As with wind power, he said, much of this was now being driven by the larger players who see the potential. ‘There is now a significant amount of realism among the big industrial majors, who have decided to get involved in this space. Alstom, ABB, DCNS and Kawasaki are all involved in projects with us. These kinds of businesses can bring greater firepower to bear on solving the technological challenges and they also bring a maturity, that is good, durable engineering.’
However, Kermode also forecast that the skills shortage would bite as these new technologies moved from testbed to full-scale installation. There would be a particular need for electrical design and grid engineers. ‘I have absolutely no doubt that there is going to be a shortage. There is such an epic amount of work to do in reconfiguring the UK grid for offshore power generation, getting those connections to offshore locations.’
Among the new technologies being tested at EMEC is a 1MW underwater turbine, which has been developed as part of a joint venture between Scottish Power Renewables (SPR) and Andritz Hydro Hammerfest.

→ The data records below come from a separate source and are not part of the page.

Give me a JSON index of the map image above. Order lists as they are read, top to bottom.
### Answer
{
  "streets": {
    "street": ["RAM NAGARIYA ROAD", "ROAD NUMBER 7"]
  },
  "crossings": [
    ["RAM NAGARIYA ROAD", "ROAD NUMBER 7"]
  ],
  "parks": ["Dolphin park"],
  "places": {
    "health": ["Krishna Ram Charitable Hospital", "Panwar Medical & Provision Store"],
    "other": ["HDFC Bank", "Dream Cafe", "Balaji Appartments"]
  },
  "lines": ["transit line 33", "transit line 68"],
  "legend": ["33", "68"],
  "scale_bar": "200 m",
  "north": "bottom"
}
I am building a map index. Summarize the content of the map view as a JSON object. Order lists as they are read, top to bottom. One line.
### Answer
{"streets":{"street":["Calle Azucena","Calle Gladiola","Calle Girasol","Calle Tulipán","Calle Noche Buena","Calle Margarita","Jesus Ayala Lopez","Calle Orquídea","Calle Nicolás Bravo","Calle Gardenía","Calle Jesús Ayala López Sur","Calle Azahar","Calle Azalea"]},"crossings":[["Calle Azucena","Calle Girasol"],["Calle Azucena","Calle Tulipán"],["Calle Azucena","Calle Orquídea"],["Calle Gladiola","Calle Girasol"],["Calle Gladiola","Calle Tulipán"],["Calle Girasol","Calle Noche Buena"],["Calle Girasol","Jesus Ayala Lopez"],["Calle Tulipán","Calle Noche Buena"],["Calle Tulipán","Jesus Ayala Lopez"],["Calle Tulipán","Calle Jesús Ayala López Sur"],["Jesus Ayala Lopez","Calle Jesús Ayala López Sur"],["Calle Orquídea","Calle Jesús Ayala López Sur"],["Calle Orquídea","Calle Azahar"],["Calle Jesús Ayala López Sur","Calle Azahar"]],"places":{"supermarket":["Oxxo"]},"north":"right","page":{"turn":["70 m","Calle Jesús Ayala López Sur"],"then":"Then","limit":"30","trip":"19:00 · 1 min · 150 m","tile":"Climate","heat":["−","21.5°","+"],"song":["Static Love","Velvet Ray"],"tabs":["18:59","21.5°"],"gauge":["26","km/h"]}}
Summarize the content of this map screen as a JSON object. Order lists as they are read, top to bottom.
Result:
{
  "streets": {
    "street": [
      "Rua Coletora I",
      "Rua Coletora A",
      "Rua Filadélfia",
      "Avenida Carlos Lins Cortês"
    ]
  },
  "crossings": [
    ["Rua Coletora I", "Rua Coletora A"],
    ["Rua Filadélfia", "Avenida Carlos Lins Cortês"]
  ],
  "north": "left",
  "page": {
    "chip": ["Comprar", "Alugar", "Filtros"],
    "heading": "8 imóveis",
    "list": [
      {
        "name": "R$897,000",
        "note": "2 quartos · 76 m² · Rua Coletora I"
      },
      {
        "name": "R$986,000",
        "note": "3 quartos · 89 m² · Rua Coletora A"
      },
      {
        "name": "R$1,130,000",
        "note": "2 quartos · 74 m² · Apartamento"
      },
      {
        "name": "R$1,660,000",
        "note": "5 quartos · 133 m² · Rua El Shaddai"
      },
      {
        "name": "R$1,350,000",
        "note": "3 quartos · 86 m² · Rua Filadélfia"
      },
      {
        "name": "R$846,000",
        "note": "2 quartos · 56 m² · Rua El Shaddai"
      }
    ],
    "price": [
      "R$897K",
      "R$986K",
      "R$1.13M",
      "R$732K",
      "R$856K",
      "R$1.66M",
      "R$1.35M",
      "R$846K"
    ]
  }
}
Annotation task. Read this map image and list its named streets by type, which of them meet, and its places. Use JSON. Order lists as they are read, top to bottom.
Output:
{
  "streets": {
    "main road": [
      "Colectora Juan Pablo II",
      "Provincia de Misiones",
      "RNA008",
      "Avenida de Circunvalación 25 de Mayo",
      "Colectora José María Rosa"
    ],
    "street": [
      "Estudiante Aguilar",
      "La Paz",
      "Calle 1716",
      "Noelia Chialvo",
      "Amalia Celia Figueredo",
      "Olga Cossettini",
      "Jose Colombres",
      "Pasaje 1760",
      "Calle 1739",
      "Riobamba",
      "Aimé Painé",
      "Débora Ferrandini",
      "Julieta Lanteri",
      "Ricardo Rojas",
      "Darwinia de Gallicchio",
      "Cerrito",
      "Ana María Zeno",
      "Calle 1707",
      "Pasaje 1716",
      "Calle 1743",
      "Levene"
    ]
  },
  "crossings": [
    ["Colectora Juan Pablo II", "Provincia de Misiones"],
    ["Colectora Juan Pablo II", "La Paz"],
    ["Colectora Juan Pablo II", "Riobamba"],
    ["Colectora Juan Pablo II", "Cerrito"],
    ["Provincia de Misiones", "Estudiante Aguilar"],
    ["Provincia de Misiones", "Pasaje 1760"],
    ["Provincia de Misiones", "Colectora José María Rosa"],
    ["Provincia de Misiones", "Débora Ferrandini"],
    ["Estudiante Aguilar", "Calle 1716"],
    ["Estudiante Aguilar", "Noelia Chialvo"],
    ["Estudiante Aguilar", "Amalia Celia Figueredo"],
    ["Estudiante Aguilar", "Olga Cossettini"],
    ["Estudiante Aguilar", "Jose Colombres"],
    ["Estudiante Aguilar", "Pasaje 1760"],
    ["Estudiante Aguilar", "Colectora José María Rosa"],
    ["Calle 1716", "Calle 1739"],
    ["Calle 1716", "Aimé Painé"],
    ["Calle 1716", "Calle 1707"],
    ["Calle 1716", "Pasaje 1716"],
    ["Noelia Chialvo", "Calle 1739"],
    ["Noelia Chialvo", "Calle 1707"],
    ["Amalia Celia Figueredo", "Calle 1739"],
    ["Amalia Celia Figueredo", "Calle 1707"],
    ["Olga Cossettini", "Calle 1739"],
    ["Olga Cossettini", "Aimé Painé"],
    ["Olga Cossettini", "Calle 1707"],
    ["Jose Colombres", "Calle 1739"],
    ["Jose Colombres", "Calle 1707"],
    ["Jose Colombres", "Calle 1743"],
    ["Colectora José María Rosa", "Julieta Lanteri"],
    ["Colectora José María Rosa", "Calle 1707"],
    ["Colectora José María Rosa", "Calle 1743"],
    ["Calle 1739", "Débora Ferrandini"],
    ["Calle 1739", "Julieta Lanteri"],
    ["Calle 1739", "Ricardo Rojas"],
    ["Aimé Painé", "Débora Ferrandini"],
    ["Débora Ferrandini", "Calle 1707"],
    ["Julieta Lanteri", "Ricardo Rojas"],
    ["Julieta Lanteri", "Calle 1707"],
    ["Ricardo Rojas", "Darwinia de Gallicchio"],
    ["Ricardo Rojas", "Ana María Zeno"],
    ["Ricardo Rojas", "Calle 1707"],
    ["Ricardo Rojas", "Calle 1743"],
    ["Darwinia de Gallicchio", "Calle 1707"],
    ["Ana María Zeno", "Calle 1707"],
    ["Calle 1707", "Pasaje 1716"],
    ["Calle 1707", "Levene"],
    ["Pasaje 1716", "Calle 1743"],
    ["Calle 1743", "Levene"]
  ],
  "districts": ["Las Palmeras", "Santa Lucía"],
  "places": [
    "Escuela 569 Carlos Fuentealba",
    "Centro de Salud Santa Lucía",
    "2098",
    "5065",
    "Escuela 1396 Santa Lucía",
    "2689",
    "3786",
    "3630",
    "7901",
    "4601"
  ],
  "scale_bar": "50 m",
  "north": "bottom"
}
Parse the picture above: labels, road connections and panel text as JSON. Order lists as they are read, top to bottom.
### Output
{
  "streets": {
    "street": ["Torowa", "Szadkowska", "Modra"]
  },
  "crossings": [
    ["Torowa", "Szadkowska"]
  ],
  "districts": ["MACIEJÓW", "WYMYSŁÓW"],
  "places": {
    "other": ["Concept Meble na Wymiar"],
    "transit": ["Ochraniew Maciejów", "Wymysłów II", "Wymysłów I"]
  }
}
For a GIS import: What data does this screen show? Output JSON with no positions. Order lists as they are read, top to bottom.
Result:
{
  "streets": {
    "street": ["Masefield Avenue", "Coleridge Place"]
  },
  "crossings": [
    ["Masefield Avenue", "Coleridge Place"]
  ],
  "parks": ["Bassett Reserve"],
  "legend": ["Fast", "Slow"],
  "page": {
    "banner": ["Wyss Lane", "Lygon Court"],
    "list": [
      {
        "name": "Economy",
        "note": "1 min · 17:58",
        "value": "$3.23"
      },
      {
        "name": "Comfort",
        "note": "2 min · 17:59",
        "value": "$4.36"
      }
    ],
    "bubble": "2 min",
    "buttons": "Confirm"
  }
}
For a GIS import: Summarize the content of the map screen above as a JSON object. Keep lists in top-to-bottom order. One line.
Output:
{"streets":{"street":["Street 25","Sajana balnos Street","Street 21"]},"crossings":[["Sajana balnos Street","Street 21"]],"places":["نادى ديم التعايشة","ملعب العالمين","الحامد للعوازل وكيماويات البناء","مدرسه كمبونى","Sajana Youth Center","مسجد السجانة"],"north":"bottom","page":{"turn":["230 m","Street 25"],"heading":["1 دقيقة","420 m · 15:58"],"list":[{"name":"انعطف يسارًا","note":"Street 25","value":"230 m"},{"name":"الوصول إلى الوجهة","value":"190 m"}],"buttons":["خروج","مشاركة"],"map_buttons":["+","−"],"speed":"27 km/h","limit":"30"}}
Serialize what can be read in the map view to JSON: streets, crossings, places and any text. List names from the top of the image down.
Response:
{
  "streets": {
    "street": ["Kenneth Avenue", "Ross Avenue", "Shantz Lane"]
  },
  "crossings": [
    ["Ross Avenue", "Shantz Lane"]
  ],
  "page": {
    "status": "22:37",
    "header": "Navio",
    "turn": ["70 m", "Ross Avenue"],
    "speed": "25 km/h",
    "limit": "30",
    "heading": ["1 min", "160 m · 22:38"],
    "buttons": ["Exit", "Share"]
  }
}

SPR plan to use 10 of the turbines in the world’s first tidal turbine array, which will be installed in the Sound of Islay. The turbine was put into the water at EMEC at the end of 2011, and now, said Michael Betschart, the chief engineer on the project, his team is in the process of finalising the design of the
He said the project had required a very broad set of engineering skills, including electrical, mechanical, application engineers, turbine design engineers, control and instrumentation engineers. However, these skills were generally difficult to attract.
‘These engineers are available, but I think it is the perceived job security that is the problem. Tidal is not an established business yet, and I think they would rather move to jobs in established industries.’